____ Records for this exercise
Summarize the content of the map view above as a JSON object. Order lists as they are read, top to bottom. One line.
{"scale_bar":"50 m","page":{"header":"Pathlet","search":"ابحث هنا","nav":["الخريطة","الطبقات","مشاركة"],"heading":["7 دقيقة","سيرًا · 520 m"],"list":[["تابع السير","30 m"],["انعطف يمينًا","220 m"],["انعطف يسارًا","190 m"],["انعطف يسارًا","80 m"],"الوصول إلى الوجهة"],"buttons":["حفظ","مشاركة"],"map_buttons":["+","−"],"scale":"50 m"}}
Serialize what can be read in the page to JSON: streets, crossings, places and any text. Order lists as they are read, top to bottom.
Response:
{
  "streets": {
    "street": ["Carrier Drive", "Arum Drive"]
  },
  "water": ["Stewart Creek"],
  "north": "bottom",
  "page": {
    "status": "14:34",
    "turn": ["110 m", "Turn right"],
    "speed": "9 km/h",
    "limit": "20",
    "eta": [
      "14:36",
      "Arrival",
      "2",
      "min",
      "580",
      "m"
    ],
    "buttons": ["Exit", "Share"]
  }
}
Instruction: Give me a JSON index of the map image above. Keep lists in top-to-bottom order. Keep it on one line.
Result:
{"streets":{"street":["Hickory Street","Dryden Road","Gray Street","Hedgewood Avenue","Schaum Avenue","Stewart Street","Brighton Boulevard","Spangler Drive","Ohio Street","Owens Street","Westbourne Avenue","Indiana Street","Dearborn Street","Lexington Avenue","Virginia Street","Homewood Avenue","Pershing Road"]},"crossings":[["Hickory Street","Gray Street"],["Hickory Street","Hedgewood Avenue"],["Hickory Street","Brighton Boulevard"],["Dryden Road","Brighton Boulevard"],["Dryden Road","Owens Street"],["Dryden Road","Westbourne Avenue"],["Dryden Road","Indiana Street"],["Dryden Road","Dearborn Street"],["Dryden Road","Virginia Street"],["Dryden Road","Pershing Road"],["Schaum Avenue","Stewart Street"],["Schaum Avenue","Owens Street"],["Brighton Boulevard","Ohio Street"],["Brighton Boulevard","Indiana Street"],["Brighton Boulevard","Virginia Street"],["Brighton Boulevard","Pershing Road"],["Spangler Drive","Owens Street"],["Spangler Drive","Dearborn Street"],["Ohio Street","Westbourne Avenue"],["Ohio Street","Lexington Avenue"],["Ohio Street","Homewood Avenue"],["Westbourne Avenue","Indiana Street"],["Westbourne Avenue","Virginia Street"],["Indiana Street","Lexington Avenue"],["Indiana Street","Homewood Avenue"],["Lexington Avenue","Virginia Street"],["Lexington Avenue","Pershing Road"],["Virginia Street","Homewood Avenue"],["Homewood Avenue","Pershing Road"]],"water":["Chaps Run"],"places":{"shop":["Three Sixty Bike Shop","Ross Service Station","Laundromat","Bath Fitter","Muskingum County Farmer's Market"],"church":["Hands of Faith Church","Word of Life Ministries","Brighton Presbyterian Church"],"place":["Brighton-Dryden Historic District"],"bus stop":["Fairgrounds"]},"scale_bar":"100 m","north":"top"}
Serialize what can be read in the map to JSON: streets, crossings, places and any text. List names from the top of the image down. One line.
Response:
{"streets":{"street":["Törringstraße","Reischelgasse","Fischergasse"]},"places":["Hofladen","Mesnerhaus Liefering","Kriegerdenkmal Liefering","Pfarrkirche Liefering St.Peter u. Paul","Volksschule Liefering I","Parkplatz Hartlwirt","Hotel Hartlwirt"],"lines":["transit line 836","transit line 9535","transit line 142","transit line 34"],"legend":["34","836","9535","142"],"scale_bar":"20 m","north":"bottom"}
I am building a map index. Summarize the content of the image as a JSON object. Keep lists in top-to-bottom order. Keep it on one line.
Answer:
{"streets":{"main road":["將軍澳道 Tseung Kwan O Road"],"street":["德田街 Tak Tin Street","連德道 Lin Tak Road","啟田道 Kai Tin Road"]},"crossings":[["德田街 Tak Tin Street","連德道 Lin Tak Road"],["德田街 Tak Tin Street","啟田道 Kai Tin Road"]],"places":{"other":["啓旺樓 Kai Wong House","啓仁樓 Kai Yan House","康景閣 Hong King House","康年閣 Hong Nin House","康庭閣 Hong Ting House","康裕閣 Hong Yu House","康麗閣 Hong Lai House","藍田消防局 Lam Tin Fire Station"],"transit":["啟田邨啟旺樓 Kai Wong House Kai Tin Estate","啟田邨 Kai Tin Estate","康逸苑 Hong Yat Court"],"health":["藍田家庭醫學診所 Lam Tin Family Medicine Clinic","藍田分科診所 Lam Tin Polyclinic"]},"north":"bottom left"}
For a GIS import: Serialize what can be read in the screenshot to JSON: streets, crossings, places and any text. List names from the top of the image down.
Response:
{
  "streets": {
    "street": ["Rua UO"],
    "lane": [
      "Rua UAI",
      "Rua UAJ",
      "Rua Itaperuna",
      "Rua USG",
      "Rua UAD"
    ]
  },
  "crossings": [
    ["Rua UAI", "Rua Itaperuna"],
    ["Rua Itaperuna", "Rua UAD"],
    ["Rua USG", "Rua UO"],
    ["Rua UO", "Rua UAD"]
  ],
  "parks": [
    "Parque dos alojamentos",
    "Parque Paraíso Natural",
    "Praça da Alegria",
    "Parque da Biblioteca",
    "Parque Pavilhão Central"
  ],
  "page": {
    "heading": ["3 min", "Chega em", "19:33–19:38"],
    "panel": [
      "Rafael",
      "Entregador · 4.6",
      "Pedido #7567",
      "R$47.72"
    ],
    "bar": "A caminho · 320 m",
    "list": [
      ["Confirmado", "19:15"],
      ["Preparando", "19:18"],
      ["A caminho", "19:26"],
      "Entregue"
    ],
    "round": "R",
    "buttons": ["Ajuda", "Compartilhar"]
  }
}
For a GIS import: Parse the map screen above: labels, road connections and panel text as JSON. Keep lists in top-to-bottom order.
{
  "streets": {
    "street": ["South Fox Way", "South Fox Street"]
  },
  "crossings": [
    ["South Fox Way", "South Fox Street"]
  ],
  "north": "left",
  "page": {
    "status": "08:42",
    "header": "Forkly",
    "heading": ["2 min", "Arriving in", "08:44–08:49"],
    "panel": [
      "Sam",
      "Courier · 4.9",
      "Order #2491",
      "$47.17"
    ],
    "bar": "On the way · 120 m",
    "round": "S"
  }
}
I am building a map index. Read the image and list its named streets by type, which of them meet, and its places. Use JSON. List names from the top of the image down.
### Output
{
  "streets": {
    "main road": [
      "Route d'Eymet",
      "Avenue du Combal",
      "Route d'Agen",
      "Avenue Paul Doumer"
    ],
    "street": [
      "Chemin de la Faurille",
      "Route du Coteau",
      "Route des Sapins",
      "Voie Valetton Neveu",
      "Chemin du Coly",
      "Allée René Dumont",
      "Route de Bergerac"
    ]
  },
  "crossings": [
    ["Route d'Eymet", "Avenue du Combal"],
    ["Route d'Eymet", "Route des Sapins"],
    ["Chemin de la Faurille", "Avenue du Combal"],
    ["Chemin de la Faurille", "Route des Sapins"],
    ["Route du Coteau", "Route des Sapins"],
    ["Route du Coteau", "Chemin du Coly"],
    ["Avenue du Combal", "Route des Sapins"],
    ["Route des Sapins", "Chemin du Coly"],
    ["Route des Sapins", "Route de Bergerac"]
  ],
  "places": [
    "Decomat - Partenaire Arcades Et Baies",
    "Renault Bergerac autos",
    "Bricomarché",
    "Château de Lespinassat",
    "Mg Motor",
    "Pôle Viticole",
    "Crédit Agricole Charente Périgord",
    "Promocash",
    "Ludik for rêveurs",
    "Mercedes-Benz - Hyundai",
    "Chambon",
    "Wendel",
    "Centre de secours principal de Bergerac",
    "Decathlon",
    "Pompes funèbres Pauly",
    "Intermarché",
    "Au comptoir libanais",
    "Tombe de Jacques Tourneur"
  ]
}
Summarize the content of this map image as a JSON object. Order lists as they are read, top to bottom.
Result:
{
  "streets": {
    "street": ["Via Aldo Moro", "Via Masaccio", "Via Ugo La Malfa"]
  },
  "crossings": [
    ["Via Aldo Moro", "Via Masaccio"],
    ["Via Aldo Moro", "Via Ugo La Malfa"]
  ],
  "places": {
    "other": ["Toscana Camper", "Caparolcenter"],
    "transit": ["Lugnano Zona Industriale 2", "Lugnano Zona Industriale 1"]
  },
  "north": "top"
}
________
> _Work to complete_: The lines to show are those in the data above that include "down".

> _Task answer_:
Serialize what can be read in the map to JSON: streets, crossings, places and any text. List names from the top of the image down. One line.
For a GIS import: Serialize what can be read in the screenshot to JSON: streets, crossings, places and any text. List names from the top of the image down.
I am building a map index. Read the image and list its named streets by type, which of them meet, and its places. Use JSON. List names from the top of the image down.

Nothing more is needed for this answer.